What are some of your greatest challenges, and what is your greatest attribute when it comes to your work ethic?
My biggest challenge right now is balancing everything that is going on in my life. I’m a full-time bartender at a very recognized and very busy Mexican restaurant in New York City called Cosme. So there’s work and the music which is like having another full-time job and my personal life has had to take a backseat to my professional aspirations and musical goals.
I’ve always had a super strong work ethic. I admire athletes who are the first in and the last out during practices. You hear that about Michael Jordan Kobe Bryant and Lionel Messi. That kind of dedication and work ethic is what leads to greatness and then sustained success.
Are you the best at what you do in your opinion?
I don’t know that you can ever say that you’re the best. I think those kinds of accolades and compliments should come from other people as they judge your body of work over a period of time. What I do think is that there are few people in reggaeton who have the unique set of talents and skills that I have.
I’m a composer, I produce, I write all my top-line melodies and lyrics I sing and I’m a multi-instrumentalist. So I think this immersion that I’ve had in music makes me a very well-rounded artist and that’s a huge asset.
What are your plans for the near future?
I’m releasing a new song every month for the foreseeable future and I’m excited for my listeners and fans to start seeing different aspects of my sound. The next song that comes out in October is a ballad and then there’s a song coming out in November that has a very 80s pop-influenced sound. I’ll be in Medellin Colombia in November to record new music and film some music videos.

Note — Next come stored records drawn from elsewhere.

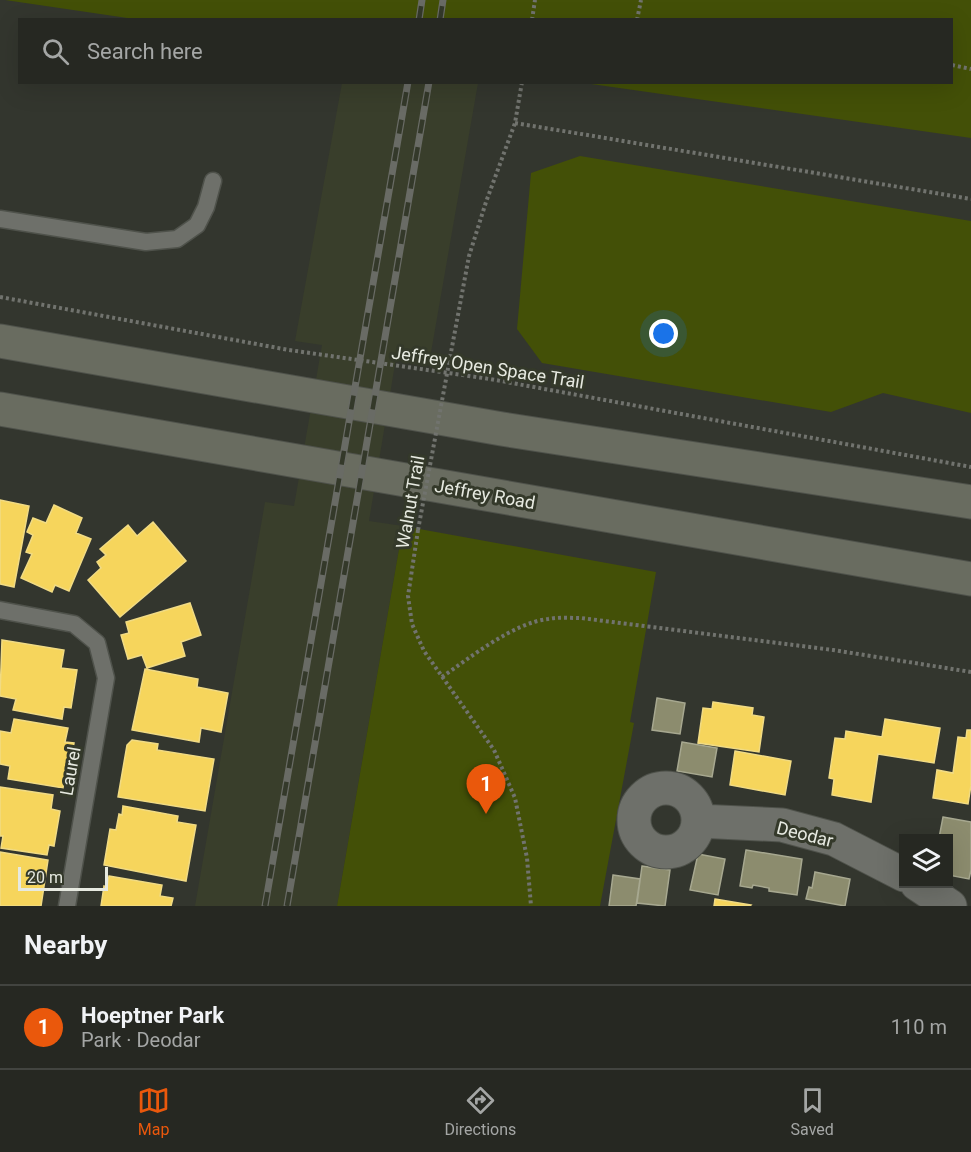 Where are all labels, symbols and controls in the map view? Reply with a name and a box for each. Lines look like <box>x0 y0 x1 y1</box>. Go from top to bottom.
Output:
search box <box>18 18 953 84</box>
icon: search <box>39 35 72 68</box>
text: Search here <box>87 39 203 64</box>
your location <box>649 319 678 348</box>
street label: Jeffrey Open Space Trail <box>390 341 586 393</box>
street label: Walnut Trail <box>391 454 429 550</box>
street label: Jeffrey Road <box>433 475 537 513</box>
street label: Laurel <box>55 745 85 797</box>
pin: 1 <box>466 764 506 814</box>
street label: Deodar <box>774 817 836 851</box>
map controls <box>899 834 953 888</box>
button: layers <box>899 834 953 888</box>
scale bar <box>18 864 108 892</box>
text: 20 m <box>27 868 63 887</box>
text: Nearby <box>24 930 107 960</box>
text: Hoeptner Park <box>81 1003 224 1028</box>
text: 1 <box>38 1015 49 1039</box>
text: 110 m <box>891 1015 947 1039</box>
text: Park · Deodar <box>81 1028 201 1052</box>
tab: Map <box>137 1084 170 1139</box>
tab: Directions <box>444 1084 516 1139</box>
tab: Saved <box>791 1084 834 1139</box> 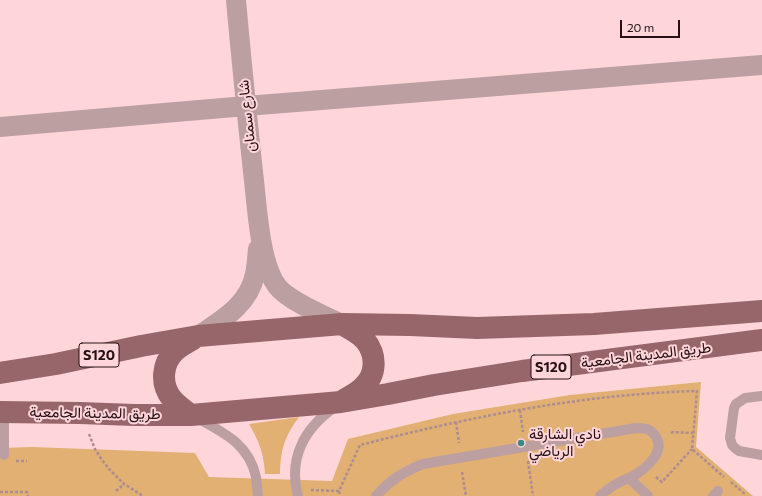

Is there anyone you’d like to thank, any shout-outs?
I’d like to thank Cosme restaurant and everyone at Casamata for giving me the flexibility to leave a record and promote my music. Shout out to Nenjah Nycist, Whiteboy Mac, Silvio Beats, Rua Music, Trap Music Medellin. These are producers and engineers that have helped me along the way and they also have movements that they’ve created.
How can fans find you?
Fans can find me on Instagram. My handle is @blahbotski. They can also listen to my music on Spotify and all streaming platforms.
What suggestions do you have for other artists like yourself?
Just keep writing, keep recording and releasing music, and put a plan into place for how you’re going to connect with people and market your music. You’re going to have to budget for marketing and promotion. It’s the music business and the more well-versed you get in the business side of things the better positioned you’ll be to make a mark.